• Hi everyone,

    I’m working on a piece of software that reads WordPress XML export files (containing posts and pages) and parses them.

    I’m having trouble with a number of XML files that don’t seem to have any P or BR tags to mark new lines in the content field. However the content includes other HTML tags such as UL and LI.

    Example XML looks something like this…

    <content:encoded><![CDATA[This is a paragraph.
    
    Another paragraph.
    
    <ul>
    <li>Bullet list</li>
    <li>Bullet list</li>
    </ul>
    &nbsp;]]>

    Currently my script treats this as HTML content and I end up with all the content on one line. “This is a paragraph. Another paragraph.”

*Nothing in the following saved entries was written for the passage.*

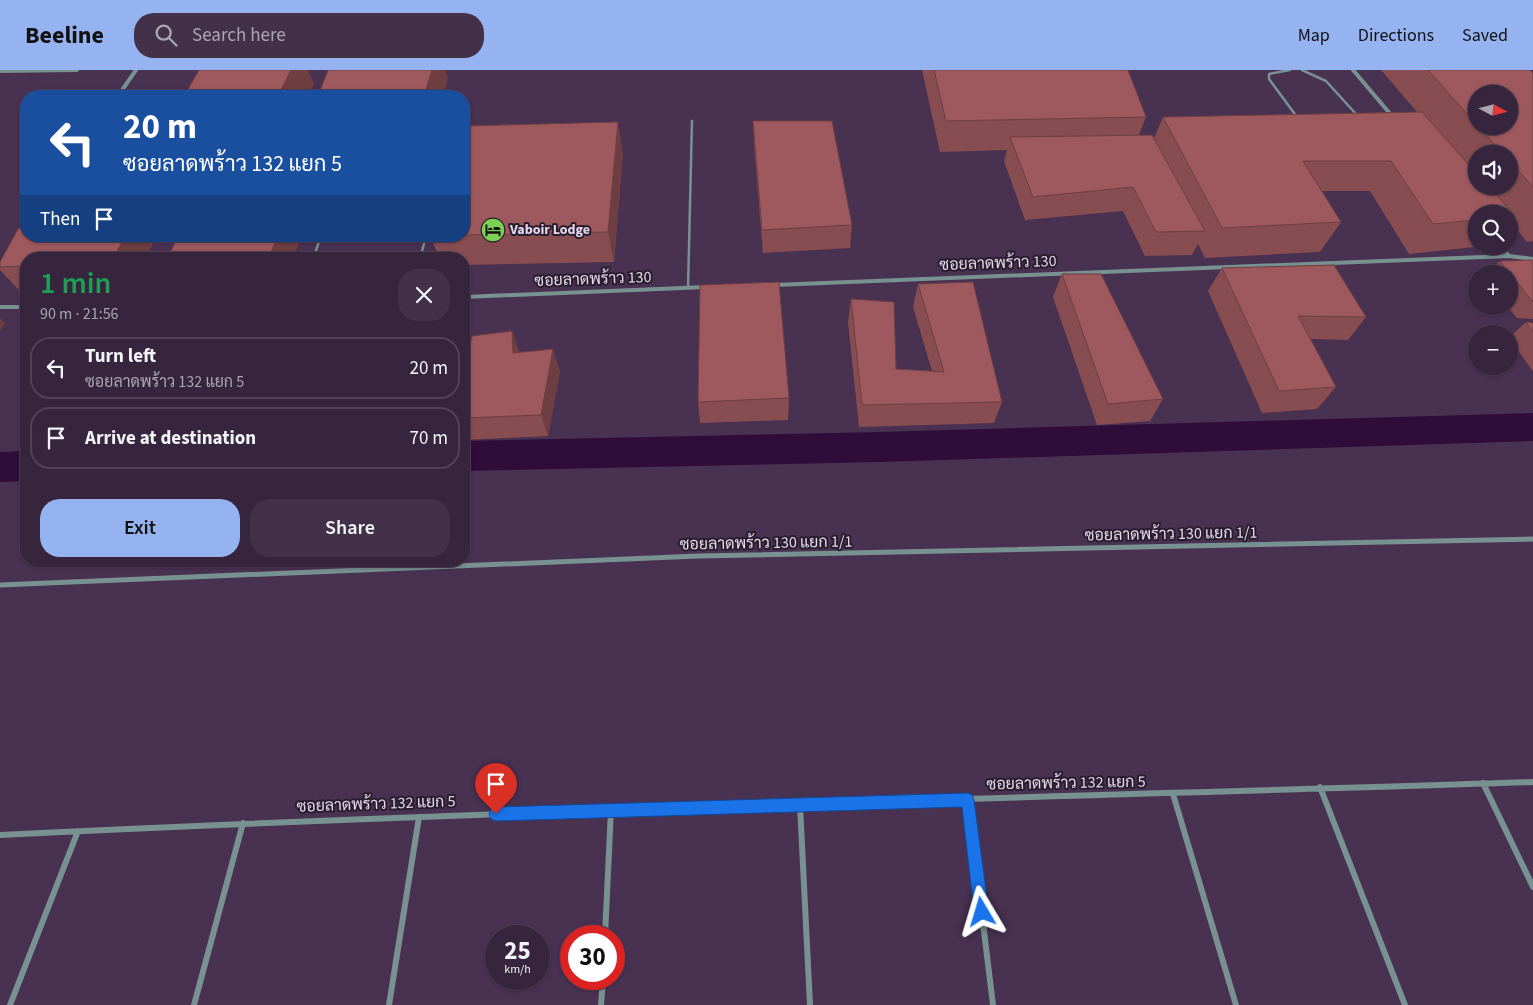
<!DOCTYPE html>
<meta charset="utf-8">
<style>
:root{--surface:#37253e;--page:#423149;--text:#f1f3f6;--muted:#aaa5b0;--line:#514258;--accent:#95b2f1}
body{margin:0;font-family:"Source Sans 3",Sarabun,sans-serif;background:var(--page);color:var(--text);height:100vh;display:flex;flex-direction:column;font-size:19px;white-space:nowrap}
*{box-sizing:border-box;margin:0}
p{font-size:16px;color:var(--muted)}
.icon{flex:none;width:28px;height:28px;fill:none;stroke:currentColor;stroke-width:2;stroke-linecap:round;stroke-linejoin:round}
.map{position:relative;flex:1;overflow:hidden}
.panel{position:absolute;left:20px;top:182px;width:450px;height:315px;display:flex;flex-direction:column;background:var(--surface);border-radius:20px;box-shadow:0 1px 4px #0004,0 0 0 1px var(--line)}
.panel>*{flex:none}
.top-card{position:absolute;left:20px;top:20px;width:450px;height:152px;border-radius:20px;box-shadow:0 1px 4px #0004,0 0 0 1px var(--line);background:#1a4fa0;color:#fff;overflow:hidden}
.needle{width:32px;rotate:97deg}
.controls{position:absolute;left:1468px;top:15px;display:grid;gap:10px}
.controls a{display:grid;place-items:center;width:50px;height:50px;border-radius:50%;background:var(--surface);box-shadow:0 1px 4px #0004,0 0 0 1px var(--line);font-size:25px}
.speed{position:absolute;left:485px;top:855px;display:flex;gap:10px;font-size:25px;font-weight:700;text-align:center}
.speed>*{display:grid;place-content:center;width:65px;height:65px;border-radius:50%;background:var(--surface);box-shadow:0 1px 4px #0004,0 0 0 1px var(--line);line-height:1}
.speed small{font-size:12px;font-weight:400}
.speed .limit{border:8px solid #d22;background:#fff;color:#111}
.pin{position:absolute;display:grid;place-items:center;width:42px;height:42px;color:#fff;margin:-51px -21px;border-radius:50% 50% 50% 0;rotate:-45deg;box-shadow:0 0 5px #0007}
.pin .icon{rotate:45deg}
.me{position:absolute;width:55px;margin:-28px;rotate:353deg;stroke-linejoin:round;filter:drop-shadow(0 0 4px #0008)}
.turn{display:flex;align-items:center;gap:18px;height:105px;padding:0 20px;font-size:22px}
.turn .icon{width:65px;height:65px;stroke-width:2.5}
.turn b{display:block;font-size:35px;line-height:42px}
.then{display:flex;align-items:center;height:48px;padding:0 20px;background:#0003;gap:10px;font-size:19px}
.round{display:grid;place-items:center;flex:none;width:52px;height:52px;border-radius:20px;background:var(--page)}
.head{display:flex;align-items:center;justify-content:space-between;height:85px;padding:0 20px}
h1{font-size:30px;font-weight:600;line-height:38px;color:#1e9e55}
.button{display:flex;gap:10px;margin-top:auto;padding:10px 20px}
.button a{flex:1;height:58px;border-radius:20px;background:var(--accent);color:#111;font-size:20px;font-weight:600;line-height:58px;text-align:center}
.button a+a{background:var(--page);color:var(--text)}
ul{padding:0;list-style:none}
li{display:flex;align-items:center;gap:15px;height:62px;margin:0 10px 8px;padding:0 10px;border:2px solid var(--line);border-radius:20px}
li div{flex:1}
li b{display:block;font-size:19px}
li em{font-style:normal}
header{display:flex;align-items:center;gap:30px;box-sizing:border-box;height:70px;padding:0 25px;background:var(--accent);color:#111}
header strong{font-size:24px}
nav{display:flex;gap:28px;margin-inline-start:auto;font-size:18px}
.search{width:350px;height:45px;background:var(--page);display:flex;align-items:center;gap:12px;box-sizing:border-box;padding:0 18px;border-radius:20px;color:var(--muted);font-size:19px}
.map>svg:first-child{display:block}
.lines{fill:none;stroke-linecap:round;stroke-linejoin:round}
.canal{fill:#2f0c3a;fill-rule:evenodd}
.lane{stroke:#789191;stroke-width:2.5}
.street-far2{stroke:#789191;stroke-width:4}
.street-far1{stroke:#789191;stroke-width:5}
.street{stroke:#789191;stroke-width:6}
.wall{fill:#874d50;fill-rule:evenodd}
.shaded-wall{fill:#6e3e41}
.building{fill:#9d595d;stroke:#6e3e41}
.route{fill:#1a73e8;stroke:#114b97}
.labels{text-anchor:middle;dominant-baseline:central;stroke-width:4;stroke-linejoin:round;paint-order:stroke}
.far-poi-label{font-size:14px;font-weight:bold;fill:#e5d6eb;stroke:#291e2d;text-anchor:start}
.street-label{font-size:16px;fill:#e5d6eb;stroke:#291e2d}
</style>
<header>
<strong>Beeline</strong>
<div class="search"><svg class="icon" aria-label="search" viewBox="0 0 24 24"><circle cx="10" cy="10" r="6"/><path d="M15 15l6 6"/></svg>Search here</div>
<nav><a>Map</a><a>Directions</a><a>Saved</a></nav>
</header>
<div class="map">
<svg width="1533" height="935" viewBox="0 0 1533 935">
<rect width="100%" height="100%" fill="#493152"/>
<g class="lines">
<path class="canal" d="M1533 343V371L880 392 464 401V371L880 362Z
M26 381V411L0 412V382Z"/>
<path class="lane" d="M1290 0 1269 4V9L1297 47
M1302 0 1326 11 1356 44
M313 189 321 166
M420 189 426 166
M688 218 692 51"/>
<path class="street-far2" d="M1353 0 1392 46
M0 1 77 0
M118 26 136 0
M1501 176 1509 186
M774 215 1509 186 1533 189
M464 227 706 217
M0 237H26"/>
<path class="street-far1" d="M0 515 698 486 1533 469"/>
<path class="street" d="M1483 713 1533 817
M1320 717 1405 935
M1173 724 1236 935
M968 730 993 935
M800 735 810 935
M0 765C511 740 1022 728 1533 712
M605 866 611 740
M10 935 78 761
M194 935 243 753
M389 935 419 747
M601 935 603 909"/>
</g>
<path class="wall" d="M922 0H1128L1146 47 1139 65 1154 68 1163 47 1417 42 1381 0H1530L1533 3V171L1527 172 1510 151 1509 153V144H1476V176H1484L1409 184 1370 121H1322L1341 152 1320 182 1205 188 1198 174 1192 185 1145 186 1123 141 1025 150 1004 91 1007 80 940 82ZM1476 24 1509 56H1476ZM1476 84H1509V116H1476Z
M753 51 852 155 850 178 763 183 754 75Z
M464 56 623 82 614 192 464 195V189H440L430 166H464Z
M156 166 145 189H26V220L20 221 0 200V192Z
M1533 190V249L1517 248 1507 236H1509V204H1487L1500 191Z
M1222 198 1366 247 1348 270 1311 269 1336 317 1317 339 1262 343 1208 221Z
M1062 204 1163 329 1150 351 1097 355 1053 227Z
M918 214 1002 332 994 353 859 357 848 252 851 229 896 299 932 301 913 237Z
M1526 252 1533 253V301L1509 268Z
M512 261 519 282 560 301 548 366 464 370V300Z
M789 328 788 350 700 353 698 332Z"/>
<path class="shaded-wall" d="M291 0H308L314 14 308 26H278Z
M432 0H445L448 8 444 26H424Z
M618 52 623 82 614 192 608 162Z
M125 166H156L145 189H113Z
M278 166H302L293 189H268Z
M0 248 5 253 0 261Z
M512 261 520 283H513Z
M553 279 560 301 548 366 541 345Z"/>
<path class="building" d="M199 0H291L278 26H184Z
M328 0H432L424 26H318Z
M934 0H1128L1146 47 946 51Z
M1428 0H1530L1533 3V117L1509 90V84H1503L1478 56H1509V24H1476V54Z
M1422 42 1476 103V116H1488L1515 146 1509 147V144H1476V150L1433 154 1391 91H1303L1341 152 1222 158 1163 47Z
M753 51H832L852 155 762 160Z
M618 52 608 162 464 165V56Z
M1152 65 1205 161 1156 162 1133 117 1033 127 1010 67Z
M26 153V166H125L113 189H26V196L0 197V192L18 159Z
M178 166H278L268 189H167Z
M1533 190V232L1500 191Z
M1334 195 1366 247 1298 246 1336 317 1279 321 1222 198Z
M1062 204H1101L1163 329 1108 334Z
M779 212 789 328 698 332 700 215Z
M973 212 1002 332 862 335 851 229 894 232 896 299 944 302 918 214Z
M1526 252 1533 253V262Z
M512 261 513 283 553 279 541 345 464 348V300L472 266Z"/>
<path class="route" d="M968 723 972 725 974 730 989 842 987 847 982 849 976 847 974 842 962 737 496 751 491 749 489 744 491 739 496 737Z"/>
<defs>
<g id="hotel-disc" transform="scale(1.25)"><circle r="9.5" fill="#7cd155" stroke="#291e2d"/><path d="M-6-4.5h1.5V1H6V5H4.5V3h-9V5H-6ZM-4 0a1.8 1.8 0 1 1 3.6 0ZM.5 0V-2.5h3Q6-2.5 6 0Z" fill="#111"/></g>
</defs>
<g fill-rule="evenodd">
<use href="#hotel-disc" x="493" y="160"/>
</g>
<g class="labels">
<g class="far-poi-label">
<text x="510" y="160">Vaboir Lodge</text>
</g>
<g class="street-label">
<text transform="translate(998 193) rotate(-2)">ซอยลาดพร้าว 130</text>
<text transform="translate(593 209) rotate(-2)">ซอยลาดพร้าว 130</text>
<text transform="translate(1171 464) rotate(-1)">ซอยลาดพร้าว 130 แยก 1/1</text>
<text transform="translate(766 473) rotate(-1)">ซอยลาดพร้าว 130 แยก 1/1</text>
<text transform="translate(1066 713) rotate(-1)">ซอยลาดพร้าว 132 แยก 5</text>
<text transform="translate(376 734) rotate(-2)">ซอยลาดพร้าว 132 แยก 5</text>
</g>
</g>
</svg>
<div class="controls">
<a><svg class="needle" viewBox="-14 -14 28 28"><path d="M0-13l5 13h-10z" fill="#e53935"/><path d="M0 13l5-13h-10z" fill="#aaa5b0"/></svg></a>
<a><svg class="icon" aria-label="sound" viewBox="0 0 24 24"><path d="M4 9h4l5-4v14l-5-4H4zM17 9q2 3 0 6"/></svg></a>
<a><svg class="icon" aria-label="search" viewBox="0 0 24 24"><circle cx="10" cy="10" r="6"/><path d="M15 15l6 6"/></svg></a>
<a>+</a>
<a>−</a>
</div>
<div class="speed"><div>25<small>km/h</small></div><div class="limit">30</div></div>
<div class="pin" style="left:496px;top:744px;background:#d93025"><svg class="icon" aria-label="arrive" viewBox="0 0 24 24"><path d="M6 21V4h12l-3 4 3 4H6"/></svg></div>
<svg class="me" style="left:982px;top:842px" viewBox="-20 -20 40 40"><path d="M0-17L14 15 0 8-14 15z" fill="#1a73e8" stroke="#fff" stroke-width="4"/></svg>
<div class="top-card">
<div class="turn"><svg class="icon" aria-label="left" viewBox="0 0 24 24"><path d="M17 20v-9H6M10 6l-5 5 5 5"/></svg><div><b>20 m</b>ซอยลาดพร้าว 132 แยก 5</div></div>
<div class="then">Then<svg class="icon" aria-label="arrive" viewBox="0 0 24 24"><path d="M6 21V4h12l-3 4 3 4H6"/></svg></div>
</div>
<section class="panel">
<div class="head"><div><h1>1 min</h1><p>90 m · 21:56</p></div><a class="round"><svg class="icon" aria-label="close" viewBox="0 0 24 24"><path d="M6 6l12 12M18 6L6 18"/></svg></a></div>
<ul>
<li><svg class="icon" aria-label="left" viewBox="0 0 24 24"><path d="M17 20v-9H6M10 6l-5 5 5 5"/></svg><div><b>Turn left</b><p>ซอยลาดพร้าว 132 แยก 5</p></div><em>20 m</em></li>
<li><svg class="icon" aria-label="arrive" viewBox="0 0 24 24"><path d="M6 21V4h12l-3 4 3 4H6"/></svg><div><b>Arrive at destination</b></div><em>70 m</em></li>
</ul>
<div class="button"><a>Exit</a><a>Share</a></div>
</section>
</div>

    However if I use the PHP nl2br() function to add in the missing line breaks then I end up with this…
    <ul><br /><li>Bullet list</li><br /><li>Bullet list</li><br /></ul>

    Does anyone have a method of parsing this pseudo-html code in the XML files to retain the line breaks? I notice on the original site it has the P tags in the correct place so something about the import must be stripping them. Unfortunately I’m not the person generating the export file so I have no control over this.

    Has anyone come across this before or have any ideas?

    Thanks in advance ??

  • The topic ‘P and BR tags missing in XML export’ is closed to new replies.